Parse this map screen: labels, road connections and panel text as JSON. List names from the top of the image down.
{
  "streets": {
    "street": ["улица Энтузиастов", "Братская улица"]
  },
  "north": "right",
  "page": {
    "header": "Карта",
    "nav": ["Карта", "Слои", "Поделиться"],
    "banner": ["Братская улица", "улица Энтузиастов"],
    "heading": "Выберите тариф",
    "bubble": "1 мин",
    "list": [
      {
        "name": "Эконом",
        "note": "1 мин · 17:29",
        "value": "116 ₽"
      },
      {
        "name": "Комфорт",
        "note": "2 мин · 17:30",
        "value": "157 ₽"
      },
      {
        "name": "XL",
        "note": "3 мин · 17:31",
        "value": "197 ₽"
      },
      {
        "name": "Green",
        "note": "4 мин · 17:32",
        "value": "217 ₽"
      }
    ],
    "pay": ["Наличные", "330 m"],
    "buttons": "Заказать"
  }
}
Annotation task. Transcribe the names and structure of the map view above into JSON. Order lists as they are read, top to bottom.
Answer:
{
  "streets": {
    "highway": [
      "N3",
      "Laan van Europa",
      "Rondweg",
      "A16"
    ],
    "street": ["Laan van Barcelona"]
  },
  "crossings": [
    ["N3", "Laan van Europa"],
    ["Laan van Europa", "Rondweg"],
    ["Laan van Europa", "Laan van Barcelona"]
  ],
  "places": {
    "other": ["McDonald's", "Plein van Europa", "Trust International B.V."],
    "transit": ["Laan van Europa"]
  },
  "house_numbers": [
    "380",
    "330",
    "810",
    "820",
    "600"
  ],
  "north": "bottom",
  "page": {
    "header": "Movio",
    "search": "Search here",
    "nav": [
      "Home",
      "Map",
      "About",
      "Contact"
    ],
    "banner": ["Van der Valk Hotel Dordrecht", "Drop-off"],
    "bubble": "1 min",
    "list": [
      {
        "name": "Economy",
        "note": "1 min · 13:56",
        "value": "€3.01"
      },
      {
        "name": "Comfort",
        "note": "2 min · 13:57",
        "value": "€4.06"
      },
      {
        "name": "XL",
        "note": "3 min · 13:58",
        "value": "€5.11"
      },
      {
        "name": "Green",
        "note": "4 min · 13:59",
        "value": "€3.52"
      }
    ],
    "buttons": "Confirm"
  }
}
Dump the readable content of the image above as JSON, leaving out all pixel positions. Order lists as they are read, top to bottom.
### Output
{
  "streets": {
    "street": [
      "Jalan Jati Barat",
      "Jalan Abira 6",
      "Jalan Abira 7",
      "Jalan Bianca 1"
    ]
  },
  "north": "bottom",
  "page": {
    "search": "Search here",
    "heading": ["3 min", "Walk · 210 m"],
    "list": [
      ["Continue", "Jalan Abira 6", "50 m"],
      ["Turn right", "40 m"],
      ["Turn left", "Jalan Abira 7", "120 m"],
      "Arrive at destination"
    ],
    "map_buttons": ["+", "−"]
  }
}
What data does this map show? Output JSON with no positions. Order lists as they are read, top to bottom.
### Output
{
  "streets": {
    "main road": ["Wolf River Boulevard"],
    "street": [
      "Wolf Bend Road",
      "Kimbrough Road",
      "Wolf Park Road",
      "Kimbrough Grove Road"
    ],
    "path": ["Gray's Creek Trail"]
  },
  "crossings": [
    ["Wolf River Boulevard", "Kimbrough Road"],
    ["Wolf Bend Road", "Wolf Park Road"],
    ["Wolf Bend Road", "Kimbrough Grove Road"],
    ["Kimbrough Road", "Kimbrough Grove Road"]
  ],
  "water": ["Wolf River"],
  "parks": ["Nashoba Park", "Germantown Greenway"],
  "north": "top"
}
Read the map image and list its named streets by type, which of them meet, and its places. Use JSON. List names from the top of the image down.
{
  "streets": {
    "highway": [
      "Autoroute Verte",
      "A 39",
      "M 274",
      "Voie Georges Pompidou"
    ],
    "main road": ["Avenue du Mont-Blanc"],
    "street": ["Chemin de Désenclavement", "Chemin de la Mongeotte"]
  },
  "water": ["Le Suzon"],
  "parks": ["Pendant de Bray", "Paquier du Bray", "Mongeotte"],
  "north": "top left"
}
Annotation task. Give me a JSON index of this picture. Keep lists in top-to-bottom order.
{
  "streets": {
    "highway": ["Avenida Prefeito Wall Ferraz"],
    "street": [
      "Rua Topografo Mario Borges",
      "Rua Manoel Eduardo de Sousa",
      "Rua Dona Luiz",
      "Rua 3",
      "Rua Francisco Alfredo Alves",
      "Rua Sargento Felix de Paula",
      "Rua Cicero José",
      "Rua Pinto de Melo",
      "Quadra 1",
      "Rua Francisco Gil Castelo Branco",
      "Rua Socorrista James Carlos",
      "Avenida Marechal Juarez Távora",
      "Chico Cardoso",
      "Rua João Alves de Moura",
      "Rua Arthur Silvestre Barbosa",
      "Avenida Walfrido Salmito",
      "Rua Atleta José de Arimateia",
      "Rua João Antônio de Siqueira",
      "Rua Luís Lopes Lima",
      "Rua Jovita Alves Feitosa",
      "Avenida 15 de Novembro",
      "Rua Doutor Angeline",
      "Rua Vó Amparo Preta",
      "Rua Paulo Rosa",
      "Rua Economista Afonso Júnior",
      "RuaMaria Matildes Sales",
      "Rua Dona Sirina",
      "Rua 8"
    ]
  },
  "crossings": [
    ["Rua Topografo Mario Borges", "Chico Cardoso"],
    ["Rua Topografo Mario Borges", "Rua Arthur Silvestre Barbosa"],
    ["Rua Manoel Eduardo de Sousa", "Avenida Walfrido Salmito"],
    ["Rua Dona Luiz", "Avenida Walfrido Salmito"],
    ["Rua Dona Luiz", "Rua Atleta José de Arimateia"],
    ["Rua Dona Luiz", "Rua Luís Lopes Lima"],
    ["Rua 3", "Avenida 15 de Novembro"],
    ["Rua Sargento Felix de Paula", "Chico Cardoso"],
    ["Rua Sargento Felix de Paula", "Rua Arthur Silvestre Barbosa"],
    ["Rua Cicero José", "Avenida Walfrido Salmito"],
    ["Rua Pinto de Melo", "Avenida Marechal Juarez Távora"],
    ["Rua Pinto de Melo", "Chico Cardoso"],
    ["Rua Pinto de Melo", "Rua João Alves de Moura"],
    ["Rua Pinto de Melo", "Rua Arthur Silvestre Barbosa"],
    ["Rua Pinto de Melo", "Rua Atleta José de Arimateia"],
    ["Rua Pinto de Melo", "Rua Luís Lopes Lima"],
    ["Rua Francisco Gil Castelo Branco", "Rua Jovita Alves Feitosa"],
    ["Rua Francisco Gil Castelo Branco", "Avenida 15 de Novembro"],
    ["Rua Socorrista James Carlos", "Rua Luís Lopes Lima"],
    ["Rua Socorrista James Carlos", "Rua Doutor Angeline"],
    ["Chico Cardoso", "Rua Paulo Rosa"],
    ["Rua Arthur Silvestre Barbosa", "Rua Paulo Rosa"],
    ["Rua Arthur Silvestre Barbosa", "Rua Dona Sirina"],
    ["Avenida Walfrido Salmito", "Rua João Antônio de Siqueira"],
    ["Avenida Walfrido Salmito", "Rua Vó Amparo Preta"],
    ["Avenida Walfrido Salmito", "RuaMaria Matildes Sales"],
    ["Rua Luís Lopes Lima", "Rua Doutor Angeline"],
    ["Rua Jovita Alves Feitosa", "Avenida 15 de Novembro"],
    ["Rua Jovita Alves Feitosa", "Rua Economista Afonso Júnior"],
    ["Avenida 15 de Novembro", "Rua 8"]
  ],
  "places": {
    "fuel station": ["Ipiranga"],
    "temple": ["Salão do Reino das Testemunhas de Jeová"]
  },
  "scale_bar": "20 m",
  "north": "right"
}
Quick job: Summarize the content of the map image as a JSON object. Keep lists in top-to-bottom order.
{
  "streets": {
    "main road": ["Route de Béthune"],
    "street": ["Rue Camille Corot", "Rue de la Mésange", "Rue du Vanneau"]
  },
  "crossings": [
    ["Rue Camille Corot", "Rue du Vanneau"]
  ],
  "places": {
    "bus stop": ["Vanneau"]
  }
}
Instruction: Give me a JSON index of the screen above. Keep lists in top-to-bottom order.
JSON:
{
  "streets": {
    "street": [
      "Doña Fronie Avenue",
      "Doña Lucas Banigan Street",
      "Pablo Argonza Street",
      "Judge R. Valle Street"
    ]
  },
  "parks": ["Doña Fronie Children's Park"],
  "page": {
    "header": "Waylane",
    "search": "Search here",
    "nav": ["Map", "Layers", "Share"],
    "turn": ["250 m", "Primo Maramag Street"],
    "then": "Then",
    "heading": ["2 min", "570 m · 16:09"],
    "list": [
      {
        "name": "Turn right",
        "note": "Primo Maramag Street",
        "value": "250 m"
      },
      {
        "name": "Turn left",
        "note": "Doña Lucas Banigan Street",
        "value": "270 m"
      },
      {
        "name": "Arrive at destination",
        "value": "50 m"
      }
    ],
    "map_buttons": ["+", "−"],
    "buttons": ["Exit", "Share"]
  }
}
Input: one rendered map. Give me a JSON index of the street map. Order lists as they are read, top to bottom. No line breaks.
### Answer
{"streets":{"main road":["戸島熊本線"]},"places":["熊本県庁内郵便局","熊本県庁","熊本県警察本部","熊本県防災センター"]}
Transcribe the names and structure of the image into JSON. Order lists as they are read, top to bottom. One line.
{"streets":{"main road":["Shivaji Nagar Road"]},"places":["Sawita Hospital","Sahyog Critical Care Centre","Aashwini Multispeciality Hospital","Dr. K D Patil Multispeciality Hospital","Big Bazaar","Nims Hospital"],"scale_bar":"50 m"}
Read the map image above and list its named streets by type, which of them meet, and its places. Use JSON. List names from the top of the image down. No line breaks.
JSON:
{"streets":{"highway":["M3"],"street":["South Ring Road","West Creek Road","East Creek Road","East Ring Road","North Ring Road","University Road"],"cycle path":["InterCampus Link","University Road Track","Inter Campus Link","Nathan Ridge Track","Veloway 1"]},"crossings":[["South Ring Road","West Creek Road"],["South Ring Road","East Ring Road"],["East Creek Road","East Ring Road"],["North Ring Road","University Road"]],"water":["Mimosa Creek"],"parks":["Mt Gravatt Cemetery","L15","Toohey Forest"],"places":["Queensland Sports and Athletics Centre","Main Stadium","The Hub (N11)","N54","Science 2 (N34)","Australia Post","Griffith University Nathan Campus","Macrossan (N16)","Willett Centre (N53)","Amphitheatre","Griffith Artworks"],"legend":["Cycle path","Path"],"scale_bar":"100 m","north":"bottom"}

--- --- ---

TO DO:
Show all lines from the entries that hold "Marechal".

REPLY TO THE TASK:
      "Avenida Marechal Juarez Távora",
    ["Rua Pinto de Melo", "Avenida Marechal Juarez Távora"],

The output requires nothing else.